では、義塾のCSIRTはどのように活動しているのでしょうか。義塾のCSIRTは数あるCSIRTの形態の中で消防本部指揮所に例えられる、コーディネータ型のCSIRTとして機能しています。有事には、全体を俯瞰して司令塔として機能します。簡単に言い換えれば「口は出すが、手は出さない」といったスタイルです。つまりは、現場で活動するセキュリティオペレーションセンター（以下、「SOC」という。）の協力無しには成り立たないということです。義塾でSOCを担うITCとは、有事、平時を問わず密な協力体制を築いています。

インシデント発生時、つまりは有事の活動は想像に難くないと思いますが、平時の活動はどういうことを行っているのでしょうか。前述の例えでは「日々訓練を行い技術を磨く」ということですが、それに加えてセキュリティ関連のPDCAサイクルを実践すべく奮闘しています。具体的には、「インシデントは起こるものである」という前提に立ち、日々外部組織などから共有される脅威情報や商用の脅威インテリジェンスから届けられる最新情報に基づき、SOCと協力して義塾のネットワークの挙動やポートスキャンの傾向を確認し、脅威による侵害が起こっていないか調査を行ない、インシデントの兆候が見られれば深堀り調査と対処を行い、万一この脅威でインシデントが起こったらどう対応するか検討を行っています。また、過去のインシデント事例からの知見に基づきセキュリティのPDCAサイクルを確立すべく、その前提として義塾に遍在するシステムの棚卸しを開始しました。その他、制度面の見直し、規程類の整備とやることは満載ですが、一歩一歩進んでいます。

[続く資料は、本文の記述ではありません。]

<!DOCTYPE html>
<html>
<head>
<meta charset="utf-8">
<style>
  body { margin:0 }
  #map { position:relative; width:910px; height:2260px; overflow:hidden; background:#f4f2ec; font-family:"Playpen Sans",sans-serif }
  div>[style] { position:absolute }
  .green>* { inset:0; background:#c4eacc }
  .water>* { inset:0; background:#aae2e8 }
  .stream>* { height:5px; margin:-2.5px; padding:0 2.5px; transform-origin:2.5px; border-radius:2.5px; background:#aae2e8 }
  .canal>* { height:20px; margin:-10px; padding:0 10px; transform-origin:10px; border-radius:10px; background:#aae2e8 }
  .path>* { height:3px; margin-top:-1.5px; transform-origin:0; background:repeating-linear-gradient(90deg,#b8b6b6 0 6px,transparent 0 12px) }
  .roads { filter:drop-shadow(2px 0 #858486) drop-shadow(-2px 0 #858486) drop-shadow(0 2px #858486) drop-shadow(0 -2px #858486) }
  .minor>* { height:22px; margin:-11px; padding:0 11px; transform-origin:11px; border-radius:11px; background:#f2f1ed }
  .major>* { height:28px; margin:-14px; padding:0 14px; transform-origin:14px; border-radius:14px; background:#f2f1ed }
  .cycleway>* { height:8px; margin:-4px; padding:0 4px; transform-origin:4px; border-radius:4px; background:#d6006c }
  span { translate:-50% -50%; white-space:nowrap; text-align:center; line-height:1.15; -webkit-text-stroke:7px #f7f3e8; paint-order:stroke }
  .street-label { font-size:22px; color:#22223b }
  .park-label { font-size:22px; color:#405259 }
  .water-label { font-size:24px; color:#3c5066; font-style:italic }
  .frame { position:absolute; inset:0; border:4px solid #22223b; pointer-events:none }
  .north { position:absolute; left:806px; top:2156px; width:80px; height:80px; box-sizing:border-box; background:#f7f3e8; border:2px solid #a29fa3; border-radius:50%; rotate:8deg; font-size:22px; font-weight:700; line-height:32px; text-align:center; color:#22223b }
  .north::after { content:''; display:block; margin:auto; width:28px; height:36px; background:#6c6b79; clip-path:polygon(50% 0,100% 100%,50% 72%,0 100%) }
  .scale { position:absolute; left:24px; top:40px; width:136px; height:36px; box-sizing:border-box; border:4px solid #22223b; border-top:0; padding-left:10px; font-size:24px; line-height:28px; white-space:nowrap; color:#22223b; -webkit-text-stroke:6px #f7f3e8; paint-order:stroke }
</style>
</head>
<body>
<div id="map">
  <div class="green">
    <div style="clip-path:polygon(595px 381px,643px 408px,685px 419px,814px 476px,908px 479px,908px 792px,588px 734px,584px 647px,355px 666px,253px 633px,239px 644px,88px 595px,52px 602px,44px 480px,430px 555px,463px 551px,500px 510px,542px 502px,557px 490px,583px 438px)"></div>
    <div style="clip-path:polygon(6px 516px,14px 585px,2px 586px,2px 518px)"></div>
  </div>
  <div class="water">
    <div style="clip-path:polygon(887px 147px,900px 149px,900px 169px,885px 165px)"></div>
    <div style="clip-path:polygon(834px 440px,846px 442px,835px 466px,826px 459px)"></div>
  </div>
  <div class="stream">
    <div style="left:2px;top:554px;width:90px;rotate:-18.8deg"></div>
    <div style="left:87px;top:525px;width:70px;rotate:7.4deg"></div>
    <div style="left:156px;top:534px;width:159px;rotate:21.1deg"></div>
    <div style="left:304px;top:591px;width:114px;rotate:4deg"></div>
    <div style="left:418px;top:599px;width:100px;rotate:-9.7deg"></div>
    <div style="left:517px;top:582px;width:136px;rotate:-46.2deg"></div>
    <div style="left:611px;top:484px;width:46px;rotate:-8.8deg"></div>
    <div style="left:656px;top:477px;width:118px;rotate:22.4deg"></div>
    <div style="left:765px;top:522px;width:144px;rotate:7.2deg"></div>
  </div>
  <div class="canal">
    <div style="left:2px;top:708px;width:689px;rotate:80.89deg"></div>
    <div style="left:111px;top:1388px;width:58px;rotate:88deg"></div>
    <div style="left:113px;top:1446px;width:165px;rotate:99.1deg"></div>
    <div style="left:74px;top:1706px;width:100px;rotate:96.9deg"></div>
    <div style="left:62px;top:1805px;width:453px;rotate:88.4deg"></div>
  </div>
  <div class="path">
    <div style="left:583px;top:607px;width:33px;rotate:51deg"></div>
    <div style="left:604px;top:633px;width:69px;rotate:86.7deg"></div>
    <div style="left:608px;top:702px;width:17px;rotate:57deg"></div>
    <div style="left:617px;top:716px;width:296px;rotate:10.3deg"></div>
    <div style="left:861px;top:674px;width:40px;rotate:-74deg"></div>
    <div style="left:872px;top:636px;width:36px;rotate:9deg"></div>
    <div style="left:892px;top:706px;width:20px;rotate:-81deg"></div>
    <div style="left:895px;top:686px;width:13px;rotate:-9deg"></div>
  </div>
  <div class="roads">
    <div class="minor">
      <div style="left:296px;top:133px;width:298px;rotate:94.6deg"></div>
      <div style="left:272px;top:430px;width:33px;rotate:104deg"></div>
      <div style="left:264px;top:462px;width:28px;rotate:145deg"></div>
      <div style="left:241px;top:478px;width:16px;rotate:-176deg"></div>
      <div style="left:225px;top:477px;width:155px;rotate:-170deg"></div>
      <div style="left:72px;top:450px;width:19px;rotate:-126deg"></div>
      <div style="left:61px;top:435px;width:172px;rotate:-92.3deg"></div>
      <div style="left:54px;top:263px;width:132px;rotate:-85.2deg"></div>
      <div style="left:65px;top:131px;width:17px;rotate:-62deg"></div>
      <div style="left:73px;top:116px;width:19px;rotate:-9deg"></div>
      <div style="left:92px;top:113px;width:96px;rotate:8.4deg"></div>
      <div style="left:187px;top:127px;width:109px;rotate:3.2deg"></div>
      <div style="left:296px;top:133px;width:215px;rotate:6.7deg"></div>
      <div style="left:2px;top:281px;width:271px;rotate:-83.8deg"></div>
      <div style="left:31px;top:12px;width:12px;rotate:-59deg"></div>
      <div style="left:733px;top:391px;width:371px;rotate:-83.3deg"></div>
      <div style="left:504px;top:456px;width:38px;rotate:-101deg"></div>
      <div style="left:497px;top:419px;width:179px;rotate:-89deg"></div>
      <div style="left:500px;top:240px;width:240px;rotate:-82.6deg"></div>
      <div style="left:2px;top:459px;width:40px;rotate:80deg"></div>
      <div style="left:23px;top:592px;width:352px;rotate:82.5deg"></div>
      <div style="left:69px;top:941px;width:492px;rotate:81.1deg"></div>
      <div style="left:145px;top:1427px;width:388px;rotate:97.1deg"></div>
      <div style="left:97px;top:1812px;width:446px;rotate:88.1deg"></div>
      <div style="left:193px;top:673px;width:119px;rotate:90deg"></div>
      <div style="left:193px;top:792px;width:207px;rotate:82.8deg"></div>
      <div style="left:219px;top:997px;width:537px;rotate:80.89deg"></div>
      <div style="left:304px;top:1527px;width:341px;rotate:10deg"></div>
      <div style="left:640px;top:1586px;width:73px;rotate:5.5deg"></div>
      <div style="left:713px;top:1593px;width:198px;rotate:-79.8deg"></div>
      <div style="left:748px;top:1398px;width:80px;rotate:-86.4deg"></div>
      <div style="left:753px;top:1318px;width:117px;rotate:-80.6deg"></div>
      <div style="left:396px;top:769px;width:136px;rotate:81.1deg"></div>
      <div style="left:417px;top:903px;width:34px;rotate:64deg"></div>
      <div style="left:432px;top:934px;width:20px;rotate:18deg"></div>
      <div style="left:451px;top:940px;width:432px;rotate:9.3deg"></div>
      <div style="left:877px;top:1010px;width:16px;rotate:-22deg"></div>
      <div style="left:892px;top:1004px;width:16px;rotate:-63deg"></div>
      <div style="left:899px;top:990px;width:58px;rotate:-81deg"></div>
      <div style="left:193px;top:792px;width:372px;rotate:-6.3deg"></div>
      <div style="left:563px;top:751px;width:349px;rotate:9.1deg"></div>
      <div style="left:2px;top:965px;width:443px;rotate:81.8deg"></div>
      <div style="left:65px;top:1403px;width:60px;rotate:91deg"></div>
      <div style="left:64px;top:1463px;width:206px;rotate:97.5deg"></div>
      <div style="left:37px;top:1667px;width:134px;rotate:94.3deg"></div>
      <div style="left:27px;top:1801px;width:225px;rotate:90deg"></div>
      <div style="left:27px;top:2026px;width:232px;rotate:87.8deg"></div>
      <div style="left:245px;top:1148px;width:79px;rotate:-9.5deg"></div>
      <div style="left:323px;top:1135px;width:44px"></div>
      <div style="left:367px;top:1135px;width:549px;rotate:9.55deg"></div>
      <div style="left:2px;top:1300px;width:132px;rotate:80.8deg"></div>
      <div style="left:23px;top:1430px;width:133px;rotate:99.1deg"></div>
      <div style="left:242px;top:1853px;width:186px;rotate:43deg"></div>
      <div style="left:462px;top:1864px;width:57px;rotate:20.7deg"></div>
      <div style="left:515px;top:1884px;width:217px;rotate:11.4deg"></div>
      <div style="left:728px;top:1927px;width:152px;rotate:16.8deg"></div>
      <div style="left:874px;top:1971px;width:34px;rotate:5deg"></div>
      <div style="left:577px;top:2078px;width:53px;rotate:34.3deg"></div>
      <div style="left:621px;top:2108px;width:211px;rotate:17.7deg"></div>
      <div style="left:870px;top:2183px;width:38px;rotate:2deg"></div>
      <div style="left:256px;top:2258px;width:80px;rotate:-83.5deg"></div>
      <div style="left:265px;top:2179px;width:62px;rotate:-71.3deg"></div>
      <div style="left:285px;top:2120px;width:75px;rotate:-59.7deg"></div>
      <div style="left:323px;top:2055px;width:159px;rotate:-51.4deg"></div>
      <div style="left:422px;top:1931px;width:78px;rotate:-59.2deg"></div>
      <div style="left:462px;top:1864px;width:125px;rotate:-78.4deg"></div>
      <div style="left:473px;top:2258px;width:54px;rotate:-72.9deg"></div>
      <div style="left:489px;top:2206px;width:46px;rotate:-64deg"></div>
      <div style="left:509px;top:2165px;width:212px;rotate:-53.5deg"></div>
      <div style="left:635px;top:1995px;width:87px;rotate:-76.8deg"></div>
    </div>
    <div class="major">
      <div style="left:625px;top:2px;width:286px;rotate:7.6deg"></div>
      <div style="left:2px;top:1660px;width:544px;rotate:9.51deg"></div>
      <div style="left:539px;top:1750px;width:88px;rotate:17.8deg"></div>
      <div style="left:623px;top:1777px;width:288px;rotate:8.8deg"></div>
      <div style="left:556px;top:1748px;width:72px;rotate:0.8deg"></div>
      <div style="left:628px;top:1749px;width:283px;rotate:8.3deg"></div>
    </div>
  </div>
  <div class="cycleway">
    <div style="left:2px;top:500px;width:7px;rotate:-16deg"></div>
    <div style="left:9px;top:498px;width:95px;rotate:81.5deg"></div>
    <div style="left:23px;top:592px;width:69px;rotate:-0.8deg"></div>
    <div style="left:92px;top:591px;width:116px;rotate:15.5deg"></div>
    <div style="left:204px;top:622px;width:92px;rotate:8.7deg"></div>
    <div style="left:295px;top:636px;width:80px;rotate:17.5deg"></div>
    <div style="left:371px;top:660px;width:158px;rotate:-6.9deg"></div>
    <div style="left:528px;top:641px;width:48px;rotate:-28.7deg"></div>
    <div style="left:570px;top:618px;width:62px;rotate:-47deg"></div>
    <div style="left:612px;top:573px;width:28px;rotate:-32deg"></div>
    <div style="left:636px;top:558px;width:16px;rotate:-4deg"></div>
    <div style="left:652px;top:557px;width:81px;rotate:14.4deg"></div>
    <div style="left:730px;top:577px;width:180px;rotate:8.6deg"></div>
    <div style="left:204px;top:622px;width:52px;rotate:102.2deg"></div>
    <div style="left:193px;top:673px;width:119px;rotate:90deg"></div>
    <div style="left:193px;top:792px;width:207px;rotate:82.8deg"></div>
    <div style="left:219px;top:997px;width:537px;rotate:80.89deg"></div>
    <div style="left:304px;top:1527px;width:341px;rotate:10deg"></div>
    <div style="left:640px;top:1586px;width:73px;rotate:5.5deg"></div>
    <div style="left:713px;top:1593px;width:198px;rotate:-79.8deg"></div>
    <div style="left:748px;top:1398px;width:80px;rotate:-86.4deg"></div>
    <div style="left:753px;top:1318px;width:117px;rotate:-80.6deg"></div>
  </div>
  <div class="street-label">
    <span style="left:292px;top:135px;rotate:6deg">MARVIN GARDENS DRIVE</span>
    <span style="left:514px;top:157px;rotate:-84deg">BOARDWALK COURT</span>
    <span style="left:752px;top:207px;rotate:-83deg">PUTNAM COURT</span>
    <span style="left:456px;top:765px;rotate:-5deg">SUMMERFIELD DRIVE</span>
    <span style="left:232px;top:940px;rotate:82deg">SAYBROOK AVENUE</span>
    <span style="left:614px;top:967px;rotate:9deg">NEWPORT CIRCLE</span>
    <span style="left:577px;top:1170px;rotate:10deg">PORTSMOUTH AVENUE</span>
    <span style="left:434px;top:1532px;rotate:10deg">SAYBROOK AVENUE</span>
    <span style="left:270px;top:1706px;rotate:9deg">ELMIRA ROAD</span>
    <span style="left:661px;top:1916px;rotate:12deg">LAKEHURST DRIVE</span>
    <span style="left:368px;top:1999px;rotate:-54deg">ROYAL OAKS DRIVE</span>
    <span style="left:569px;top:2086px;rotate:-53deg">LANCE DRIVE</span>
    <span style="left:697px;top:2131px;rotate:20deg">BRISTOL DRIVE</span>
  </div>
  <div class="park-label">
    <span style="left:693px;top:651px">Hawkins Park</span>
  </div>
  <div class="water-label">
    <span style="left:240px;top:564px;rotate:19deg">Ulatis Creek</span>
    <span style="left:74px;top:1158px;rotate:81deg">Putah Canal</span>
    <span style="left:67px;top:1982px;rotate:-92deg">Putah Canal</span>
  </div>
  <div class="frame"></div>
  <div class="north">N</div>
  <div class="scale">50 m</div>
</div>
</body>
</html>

まだ、誕生して間もない組織ですが、義塾に安全と安心を届けられるよう日々努力をしております。しかしながら、CSIRTやSOCの力だけでは義塾の安心と安全を守ることは困難です。鍵は、すべての人が自衛することです。そのための情報は今後しっかりとCSIRTから情報発信してまいります。

今後ともご理解とご協力をよろしくお願い申し上げます。